= What needs to be done =
Print each entry word for word.

= Raw data =
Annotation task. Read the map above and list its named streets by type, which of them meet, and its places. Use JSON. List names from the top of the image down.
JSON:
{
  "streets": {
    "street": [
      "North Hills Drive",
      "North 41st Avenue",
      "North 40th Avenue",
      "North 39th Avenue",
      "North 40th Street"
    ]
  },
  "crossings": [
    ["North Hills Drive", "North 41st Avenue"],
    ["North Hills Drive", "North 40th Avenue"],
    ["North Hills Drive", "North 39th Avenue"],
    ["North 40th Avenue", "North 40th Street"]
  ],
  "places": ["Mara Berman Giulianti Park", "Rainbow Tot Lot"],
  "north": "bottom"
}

= Expected answer =
Annotation task. Read the map above and list its named streets by type, which of them meet, and its places. Use JSON. List names from the top of the image down.
JSON:
{
  "streets": {
    "street": [
      "North Hills Drive",
      "North 41st Avenue",
      "North 40th Avenue",
      "North 39th Avenue",
      "North 40th Street"
    ]
  },
  "crossings": [
    ["North Hills Drive", "North 41st Avenue"],
    ["North Hills Drive", "North 40th Avenue"],
    ["North Hills Drive", "North 39th Avenue"],
    ["North 40th Avenue", "North 40th Street"]
  ],
  "places": ["Mara Berman Giulianti Park", "Rainbow Tot Lot"],
  "north": "bottom"
}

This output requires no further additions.